Los Angeles might not have nailed the on-mute-moment during “ENERGY,” but they certainly were up for the key changes of the “Love On Top” singalong. Still, an element of the concert felt like Beyoncé preparing fans for the future. Beyoncé turned 42 yesterday, and while her time as a dancing, stadium-selling artist is far from over, she also proved that if she ever went the Adele route, she’s more than equipped to let her vocals be the star. The whole first portion of her set is geared around this, as she simply stands and sings and basks in the glory of the moment. Later in the set, she appears inside a giant sea shell that feels directly ripped from the Vegas crooners of yesteryear. If she ever does fully pivot in this direction, it will be for an audience that is aging with her.

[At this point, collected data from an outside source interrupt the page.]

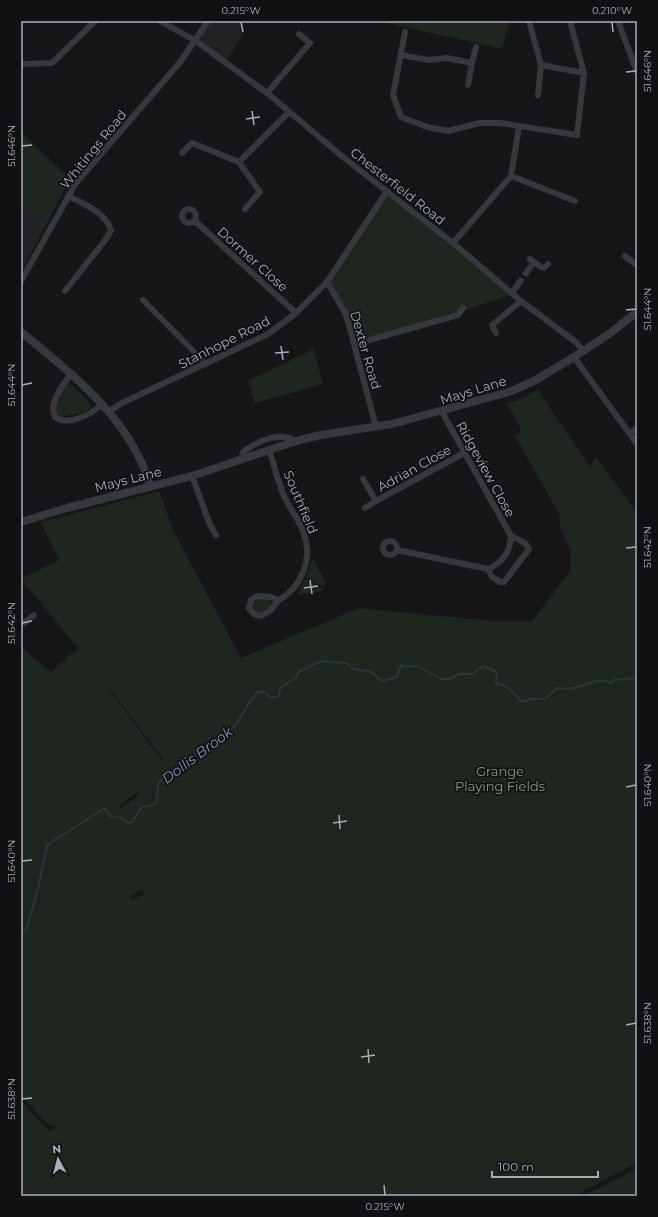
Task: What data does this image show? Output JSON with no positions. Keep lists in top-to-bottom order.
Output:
{
  "streets": {
    "street": [
      "Whitings Road",
      "Chesterfield Road",
      "Dormer Close",
      "Stanhope Road",
      "Dexter Road",
      "Mays Lane",
      "Adrian Close",
      "Ridgeview Close",
      "Southfield"
    ]
  },
  "crossings": [
    ["Whitings Road", "Chesterfield Road"],
    ["Chesterfield Road", "Stanhope Road"],
    ["Chesterfield Road", "Mays Lane"],
    ["Dormer Close", "Stanhope Road"],
    ["Stanhope Road", "Dexter Road"],
    ["Dexter Road", "Mays Lane"],
    ["Mays Lane", "Ridgeview Close"],
    ["Mays Lane", "Southfield"],
    ["Adrian Close", "Ridgeview Close"]
  ],
  "water": ["Dollis Brook"],
  "parks": ["Grange Playing Fields"],
  "scale_bar": "100 m",
  "north": "top",
  "coordinates": [
    "0.215°W",
    "0.210°W",
    "51.646°N",
    "51.644°N",
    "51.642°N",
    "51.640°N",
    "51.638°N"
  ]
}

But for now, Beyoncé is still proving that she can do it all, enrapturing millions of fans across continents with a massive show. She knows she can elicit screams by interpolating a tiny bit of “Say My Name” within “VIRGO’S GROOVE” or can bring chills to tens of thousands by simply saying “Los Angeles” in her unmistakeble, husky speaking voice. She knows she has an ace in her back pocket if and when she decides to release the visuals fans have been clamoring for. She’s a master for walking that tightrope of knowing the right amount of music, merch, and content to keep fans both satisfied and wanting more. The trust that people put in Beyoncé is well-earned, and was never more tangible than in the sparkling reflective color scheme across SoFi Stadium. Beyoncé asked for a gift, only so she could give one right back.